A dimension of this that is misunderstood is that data exchange platforms aren’t the only reason these systems need to be integrated. Just like a data exchange platform can serve many users, system integration can benefit many utility activities. MDMS, CIS, and other systems have to communicate for a variety of reasons, like accurately billing customers on time-varying rates, setting up community solar projects, or facilitating electric retail supplier relationships. Anecdotally, our customers have also leveraged the data exchange platform for their own planning and reporting, because it involves reconciling into a single source of truth multiple data flows that they would otherwise have to manually process. But specifics about integration costs are rarely discussed in depth in rate cases, making the efficiencies created by reconciling data sources difficult to value.

Now, utilities can still reduce their integration costs specific to data exchange platforms by leveraging data flows that already exist. Data exchange platforms commonly transmit types of data, like 15-minute interval usage data, that the utility is also presenting to customers through its web portal. In other words, there can be multiple vendors whose data needs are the same in scope, timeliness, and accuracy. Unfortunately, we still see utilities build duplicative data flows for individual vendors. Where there are more data flows there are more server expenses, more integration costs, more risk of error, and more opportunities for failure.

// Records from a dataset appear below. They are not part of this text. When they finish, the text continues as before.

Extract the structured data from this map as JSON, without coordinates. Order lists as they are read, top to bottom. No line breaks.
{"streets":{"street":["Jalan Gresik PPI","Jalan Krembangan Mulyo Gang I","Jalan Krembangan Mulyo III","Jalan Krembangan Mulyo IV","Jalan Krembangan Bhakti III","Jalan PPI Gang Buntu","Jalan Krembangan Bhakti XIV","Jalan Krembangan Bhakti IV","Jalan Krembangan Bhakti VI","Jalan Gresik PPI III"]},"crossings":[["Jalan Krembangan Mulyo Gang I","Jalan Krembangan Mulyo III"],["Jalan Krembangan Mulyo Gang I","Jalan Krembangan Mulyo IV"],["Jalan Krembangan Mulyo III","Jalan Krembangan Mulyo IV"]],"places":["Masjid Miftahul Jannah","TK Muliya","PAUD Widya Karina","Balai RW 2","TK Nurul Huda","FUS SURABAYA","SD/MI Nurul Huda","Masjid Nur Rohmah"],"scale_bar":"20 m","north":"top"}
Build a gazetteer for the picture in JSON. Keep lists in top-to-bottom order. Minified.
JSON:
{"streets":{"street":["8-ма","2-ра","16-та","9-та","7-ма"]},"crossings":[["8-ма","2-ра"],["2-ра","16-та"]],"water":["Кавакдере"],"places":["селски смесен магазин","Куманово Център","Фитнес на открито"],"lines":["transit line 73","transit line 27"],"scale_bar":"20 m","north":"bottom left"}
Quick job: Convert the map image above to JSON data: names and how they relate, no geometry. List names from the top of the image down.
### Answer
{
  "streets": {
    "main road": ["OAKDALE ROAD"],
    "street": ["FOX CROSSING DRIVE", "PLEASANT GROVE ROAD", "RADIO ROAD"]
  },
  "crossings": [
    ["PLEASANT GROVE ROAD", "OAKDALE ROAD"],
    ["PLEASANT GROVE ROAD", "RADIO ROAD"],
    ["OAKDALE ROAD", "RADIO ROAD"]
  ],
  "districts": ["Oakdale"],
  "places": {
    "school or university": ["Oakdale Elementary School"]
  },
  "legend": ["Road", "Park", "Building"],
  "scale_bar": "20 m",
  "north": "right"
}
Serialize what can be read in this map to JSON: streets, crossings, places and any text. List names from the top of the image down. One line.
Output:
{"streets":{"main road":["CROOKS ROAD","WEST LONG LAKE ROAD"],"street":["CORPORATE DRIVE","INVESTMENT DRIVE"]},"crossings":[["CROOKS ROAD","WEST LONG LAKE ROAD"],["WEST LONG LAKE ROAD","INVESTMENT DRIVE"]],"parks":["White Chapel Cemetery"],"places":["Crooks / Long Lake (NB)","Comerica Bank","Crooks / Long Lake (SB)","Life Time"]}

As energy markets become more complicated and involve more actors–think distributed energy resource aggregations–ensuring that all actors involved are relying on the same, accurate source of data will promote market credibility. Often, I see utility integration costs cited as a negative or cost that dings data exchange platforms by making them seem more expensive than they actually are to deploy. A more accurate way of looking at this is that utilities need their data systems to communicate to enable market innovation. Utility systems integration is a benefit that data exchange platforms create because they do once what utilities would otherwise have to do many times over for different purposes. And if utilities recognize the efficiencies that system integration creates and do this proactively to support VPPs and time-varying rates, then it will make data exchange platforms that much easier to layer in.

Smart data exchange platform design saves utilities and customers money.

Each year we are getting closer to a crisis in energy affordability. Public utility commissions are rightfully scrutinizing every cost. Utilities are looking closely at how they can be more efficient with each dollar they spend. Customers are showing up to public utility commission hearings and voting in regulator elections.

If designed correctly, a data exchange platform is not only fundamentally low-cost compared to the major investments utilities are making in AMI and DERMS–but it drives disproportionately massive benefits in the form of efficiencies for utility staff and customers’ vendors. The time and money customers spend trying to parse their bills has been treated as an externality to utility rates. But that was before the confluence of concerns about load growth, reliability, and affordability drove 35 states and the District of Columbia to explore virtual power plants in 2025. Easy, electronic data-sharing is fundamental to helping scale up load flexibility, driving measurable benefits not just for those who choose to share their data for energy management, but also for their peers. Again–if designed correctly, with consideration to the points I’ve made in this post–a data exchange platform is a benefit for customers regardless of size or income and regardless of whether they’re using it to manage budgets, get contractor bids, or flex load.

With this much at stake, we have to stop looking at foundational tools like a data exchange platform as “nice to haves.” These are necessities if we want people to have any kind of agency over their energy costs in the future.